How to deal with cuts and grazes

The most likely injury that you will need to deal with when it comes to your horse will be simple cuts and scrapes that have occurred through riding or from being overly curious in their paddock or field space. If there appears to be bleeding that will not stop, apply pressure to the wound and contact your vet straight away. This will usually be the case if the wound is more than skin deep and longer than a few centimetres. Also contact your vet if there is an injury around the eyes or joints as these will need to be checked professionally.

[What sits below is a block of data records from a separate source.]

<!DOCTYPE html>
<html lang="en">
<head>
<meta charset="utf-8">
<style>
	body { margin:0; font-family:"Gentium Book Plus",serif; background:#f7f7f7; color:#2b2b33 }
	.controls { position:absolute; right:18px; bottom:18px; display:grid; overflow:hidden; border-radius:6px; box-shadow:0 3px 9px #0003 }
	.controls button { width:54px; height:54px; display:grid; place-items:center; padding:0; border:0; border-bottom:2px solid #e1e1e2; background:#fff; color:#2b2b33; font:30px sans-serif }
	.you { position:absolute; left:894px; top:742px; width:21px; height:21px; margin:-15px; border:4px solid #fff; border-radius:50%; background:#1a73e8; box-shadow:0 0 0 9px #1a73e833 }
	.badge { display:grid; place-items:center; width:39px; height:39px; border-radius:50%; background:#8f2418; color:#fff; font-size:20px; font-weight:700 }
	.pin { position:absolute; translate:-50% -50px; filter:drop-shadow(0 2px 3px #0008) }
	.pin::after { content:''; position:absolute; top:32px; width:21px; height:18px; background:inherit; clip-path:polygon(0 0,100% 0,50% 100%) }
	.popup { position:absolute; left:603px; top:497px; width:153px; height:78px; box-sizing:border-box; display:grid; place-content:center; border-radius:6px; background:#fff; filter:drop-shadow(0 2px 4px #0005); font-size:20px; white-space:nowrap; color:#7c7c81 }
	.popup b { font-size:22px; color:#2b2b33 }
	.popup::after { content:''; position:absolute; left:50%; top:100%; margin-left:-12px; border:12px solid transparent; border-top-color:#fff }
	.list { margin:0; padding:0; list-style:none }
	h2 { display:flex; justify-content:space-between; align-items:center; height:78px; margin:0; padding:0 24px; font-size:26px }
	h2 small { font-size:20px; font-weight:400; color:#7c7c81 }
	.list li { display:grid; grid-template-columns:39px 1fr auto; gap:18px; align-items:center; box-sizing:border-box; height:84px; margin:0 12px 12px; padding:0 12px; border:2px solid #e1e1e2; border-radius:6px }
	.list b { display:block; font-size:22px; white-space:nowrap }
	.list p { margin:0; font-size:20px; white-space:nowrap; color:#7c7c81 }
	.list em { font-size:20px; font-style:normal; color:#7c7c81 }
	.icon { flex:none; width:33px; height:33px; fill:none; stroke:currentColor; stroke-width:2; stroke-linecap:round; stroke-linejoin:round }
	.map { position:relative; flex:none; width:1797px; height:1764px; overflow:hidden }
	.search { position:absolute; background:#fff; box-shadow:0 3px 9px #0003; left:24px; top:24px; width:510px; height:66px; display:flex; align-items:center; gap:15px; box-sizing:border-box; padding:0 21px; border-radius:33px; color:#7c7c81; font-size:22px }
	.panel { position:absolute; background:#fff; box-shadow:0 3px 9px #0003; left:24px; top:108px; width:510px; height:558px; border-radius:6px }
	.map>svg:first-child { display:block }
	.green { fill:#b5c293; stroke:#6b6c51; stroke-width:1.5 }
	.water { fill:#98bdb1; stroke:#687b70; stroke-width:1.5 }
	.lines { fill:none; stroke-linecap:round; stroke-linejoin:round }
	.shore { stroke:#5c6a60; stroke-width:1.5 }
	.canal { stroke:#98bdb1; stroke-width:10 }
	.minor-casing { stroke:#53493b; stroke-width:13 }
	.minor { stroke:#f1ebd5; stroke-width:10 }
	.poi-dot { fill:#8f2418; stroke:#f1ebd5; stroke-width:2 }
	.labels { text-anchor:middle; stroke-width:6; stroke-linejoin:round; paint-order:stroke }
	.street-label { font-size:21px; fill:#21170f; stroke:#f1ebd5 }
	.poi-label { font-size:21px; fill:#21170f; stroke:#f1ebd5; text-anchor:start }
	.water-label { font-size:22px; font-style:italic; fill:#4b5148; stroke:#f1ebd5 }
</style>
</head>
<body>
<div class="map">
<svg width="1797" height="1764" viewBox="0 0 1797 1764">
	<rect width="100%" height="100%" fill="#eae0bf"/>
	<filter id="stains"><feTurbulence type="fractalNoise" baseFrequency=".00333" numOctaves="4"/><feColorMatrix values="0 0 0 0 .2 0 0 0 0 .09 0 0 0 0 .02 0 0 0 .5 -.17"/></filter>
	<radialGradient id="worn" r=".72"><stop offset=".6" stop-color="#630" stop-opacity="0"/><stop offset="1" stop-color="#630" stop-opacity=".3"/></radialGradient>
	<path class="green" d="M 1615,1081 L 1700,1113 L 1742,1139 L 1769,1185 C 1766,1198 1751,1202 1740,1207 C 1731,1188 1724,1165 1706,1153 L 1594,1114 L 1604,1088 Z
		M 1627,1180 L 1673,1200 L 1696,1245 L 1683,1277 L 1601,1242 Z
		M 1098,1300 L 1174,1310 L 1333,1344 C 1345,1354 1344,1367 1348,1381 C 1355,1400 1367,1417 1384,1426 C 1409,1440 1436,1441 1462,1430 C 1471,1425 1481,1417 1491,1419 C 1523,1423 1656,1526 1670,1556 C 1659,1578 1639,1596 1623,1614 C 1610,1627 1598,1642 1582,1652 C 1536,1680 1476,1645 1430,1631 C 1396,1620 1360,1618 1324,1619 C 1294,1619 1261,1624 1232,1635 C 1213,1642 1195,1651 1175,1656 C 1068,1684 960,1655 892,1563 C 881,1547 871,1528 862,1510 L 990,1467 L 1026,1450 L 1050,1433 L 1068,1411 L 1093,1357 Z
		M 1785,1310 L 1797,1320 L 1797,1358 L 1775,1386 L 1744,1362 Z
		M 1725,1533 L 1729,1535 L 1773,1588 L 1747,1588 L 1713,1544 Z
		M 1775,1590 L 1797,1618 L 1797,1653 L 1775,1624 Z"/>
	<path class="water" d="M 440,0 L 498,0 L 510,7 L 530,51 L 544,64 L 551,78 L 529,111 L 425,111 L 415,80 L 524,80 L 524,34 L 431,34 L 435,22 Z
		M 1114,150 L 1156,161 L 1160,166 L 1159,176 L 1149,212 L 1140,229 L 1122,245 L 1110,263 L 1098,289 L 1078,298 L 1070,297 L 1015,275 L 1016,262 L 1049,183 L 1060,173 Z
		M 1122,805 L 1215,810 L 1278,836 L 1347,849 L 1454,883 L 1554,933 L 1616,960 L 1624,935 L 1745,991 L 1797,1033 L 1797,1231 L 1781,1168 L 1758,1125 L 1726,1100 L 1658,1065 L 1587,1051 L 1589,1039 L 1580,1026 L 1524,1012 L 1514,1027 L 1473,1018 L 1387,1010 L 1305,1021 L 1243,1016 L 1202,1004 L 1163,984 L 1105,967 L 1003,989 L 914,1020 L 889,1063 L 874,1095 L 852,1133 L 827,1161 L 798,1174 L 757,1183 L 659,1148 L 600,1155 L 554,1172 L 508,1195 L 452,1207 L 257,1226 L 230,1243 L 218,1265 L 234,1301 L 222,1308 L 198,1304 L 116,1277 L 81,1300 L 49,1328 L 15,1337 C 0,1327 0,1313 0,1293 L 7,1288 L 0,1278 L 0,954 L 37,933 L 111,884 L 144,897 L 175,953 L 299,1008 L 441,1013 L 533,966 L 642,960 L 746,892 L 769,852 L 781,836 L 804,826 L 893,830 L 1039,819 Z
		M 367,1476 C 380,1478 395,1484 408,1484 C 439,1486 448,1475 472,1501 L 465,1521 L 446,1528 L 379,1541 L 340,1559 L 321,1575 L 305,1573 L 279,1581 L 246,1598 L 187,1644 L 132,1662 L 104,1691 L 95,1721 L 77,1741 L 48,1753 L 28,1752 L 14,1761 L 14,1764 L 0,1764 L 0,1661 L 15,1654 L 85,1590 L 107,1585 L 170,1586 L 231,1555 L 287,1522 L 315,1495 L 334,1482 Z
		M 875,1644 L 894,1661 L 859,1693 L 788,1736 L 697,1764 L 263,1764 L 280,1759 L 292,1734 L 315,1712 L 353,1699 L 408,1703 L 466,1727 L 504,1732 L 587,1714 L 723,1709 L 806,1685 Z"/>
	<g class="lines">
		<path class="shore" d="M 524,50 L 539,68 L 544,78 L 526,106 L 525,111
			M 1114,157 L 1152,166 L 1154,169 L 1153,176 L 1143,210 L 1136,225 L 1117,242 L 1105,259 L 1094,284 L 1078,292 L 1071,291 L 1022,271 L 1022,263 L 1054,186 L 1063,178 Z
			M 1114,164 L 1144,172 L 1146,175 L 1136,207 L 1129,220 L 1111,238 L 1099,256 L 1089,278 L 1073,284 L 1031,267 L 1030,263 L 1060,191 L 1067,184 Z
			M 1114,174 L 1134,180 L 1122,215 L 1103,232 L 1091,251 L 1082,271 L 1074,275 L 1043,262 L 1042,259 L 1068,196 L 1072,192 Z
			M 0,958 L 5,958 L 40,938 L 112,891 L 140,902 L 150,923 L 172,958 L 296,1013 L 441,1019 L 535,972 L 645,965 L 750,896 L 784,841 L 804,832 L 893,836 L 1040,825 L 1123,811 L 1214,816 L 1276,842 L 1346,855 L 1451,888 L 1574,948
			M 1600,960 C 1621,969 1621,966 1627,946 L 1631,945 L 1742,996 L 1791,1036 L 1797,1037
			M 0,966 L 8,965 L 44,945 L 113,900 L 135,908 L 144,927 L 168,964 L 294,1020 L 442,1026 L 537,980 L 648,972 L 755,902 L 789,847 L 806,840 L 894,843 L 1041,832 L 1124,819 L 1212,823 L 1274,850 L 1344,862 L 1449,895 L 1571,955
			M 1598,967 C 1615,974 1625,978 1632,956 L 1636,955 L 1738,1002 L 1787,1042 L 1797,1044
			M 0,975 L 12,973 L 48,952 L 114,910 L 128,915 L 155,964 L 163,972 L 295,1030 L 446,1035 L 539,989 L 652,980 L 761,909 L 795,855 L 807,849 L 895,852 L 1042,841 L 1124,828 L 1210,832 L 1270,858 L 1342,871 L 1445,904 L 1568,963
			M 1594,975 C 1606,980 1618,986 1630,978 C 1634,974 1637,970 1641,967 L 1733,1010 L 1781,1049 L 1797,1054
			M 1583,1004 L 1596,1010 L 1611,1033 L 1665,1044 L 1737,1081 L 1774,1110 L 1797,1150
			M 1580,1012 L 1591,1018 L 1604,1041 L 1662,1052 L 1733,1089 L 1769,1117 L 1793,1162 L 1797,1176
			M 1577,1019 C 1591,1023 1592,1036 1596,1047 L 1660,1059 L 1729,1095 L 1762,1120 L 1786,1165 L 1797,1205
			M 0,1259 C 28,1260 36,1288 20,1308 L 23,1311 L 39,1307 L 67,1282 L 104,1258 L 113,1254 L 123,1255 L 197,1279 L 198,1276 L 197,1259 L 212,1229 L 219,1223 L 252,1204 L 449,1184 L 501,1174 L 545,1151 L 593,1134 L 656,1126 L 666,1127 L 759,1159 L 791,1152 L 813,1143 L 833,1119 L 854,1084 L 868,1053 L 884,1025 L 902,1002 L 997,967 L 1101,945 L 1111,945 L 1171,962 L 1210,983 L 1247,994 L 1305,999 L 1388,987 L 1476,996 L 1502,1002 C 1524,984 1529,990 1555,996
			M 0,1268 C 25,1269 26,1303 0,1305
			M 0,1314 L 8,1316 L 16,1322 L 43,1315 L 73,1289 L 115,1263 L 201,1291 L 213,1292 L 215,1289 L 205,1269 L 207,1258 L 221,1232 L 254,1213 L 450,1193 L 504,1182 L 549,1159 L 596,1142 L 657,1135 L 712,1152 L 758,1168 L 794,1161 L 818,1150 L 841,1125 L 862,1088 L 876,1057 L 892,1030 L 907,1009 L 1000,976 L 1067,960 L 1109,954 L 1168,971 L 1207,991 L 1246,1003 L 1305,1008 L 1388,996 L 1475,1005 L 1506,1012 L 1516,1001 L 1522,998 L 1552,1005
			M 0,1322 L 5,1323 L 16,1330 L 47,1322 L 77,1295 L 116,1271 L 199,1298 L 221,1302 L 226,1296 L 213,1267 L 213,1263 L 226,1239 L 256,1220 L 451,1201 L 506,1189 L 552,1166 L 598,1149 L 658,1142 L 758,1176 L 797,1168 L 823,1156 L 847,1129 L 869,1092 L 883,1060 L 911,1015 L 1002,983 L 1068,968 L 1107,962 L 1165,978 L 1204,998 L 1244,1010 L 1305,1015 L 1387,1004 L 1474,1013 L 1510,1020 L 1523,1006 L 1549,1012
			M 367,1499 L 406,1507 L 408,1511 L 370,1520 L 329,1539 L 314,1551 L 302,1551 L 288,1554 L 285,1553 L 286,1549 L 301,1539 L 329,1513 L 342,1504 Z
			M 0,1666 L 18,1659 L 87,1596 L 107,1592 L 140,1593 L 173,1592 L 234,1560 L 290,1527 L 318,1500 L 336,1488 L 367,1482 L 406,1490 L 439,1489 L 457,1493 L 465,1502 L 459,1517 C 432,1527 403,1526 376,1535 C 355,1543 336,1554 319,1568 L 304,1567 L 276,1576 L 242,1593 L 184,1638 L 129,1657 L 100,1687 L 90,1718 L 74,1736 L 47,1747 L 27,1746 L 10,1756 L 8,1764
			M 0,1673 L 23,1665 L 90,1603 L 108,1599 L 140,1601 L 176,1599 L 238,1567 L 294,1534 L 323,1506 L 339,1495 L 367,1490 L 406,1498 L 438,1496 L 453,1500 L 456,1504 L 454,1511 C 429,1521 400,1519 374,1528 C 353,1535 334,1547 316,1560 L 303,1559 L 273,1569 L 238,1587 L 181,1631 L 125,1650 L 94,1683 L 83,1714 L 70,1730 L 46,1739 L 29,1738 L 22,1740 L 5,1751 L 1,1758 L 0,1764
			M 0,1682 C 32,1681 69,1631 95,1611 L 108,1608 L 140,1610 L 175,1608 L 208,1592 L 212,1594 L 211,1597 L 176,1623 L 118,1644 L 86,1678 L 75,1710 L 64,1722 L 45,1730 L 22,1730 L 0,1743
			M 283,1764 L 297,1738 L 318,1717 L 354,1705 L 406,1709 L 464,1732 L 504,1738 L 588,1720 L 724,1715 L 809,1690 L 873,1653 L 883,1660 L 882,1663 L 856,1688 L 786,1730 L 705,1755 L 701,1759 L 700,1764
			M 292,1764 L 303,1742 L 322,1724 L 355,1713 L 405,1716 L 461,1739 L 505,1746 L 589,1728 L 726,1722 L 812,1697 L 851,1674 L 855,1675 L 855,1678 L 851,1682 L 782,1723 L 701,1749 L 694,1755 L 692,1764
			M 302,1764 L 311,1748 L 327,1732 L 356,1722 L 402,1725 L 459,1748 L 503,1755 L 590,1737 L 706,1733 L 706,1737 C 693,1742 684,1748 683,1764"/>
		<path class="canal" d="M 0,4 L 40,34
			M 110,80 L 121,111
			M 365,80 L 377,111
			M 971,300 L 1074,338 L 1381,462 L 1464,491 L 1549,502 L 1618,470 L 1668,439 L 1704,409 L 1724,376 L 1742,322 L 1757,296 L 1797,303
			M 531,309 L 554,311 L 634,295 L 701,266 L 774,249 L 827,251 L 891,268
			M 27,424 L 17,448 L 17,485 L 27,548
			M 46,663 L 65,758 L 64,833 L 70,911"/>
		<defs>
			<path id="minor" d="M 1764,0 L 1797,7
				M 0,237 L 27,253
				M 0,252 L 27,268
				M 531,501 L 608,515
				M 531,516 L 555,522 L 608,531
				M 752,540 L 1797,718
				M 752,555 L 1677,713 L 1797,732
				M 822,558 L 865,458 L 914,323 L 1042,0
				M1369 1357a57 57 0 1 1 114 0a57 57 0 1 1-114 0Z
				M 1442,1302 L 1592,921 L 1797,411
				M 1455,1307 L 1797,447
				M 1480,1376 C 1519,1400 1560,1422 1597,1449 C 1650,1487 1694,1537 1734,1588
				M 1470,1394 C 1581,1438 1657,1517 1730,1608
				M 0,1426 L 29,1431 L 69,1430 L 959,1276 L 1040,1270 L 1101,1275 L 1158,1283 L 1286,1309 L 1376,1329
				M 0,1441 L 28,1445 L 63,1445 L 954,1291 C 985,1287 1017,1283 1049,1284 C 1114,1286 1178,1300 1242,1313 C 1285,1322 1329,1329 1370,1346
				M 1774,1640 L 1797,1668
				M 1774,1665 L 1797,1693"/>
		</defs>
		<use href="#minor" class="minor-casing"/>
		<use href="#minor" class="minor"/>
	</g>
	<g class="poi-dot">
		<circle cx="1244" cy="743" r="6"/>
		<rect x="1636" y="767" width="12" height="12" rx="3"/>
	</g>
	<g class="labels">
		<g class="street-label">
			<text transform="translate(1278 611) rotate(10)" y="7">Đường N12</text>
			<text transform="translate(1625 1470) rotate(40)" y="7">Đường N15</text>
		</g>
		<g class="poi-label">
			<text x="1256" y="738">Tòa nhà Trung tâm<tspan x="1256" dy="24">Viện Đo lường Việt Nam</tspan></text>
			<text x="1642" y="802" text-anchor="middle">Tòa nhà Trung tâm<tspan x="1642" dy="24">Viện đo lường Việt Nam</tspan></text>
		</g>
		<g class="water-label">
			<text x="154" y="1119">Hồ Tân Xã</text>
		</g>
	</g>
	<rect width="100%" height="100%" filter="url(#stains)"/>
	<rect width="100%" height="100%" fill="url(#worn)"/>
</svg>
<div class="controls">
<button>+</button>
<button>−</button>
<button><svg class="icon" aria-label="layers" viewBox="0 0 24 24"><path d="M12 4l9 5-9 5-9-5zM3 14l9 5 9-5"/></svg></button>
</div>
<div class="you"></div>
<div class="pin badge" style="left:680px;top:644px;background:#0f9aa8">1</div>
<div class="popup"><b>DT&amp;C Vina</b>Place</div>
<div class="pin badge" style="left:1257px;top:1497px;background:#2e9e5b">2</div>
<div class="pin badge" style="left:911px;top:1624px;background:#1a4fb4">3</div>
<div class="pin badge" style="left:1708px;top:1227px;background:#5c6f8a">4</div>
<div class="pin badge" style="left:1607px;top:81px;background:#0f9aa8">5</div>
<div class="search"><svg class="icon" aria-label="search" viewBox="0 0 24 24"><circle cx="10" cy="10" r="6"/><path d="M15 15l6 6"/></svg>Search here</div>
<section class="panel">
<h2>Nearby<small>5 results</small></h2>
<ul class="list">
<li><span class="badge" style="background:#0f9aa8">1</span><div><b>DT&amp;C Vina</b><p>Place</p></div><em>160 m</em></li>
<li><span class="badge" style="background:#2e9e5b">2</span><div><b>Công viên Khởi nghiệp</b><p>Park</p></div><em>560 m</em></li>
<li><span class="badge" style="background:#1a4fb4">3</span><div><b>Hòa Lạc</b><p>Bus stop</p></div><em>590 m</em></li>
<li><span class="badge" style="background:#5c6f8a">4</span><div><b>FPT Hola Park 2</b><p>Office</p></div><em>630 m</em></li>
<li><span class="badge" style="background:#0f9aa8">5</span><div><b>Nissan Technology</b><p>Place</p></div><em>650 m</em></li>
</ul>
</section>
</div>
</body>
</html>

If the cut is fairly small and not bleeding too badly, apply pressure until it stops and use swabs to clean the area. Use a bandage from your first aid kit, wrapping it around a wad of padding. Ensure that there are no wrinkles and that it is not too tight. If the area looks like it is swelling, before you cover the area try to introduce a stream of cold water which can help to reduce inflammation.

General health

Even when your horse does not have an injury that needs attending too, it is important to conduct regular health checks to ensure that they are healthy in other ways. 

  • Take your horse's pulse by placing 2-3 fingers under the lower jaw and counting the pulse over 15 seconds. Multiply this by 4 for the result. Ideally the pulse should be 30-40 beats per minute.
  • Using a rectal thermometer, check that your horse is 37.5-38.5 degrees Celsius.
  • If your horse has been sick or injured, make sure that they recover in a stable if possible, with plenty of ventilation, a rug if it is cold, fresh water and tempting food that will help to keep them nourished. Clean hay is also a must.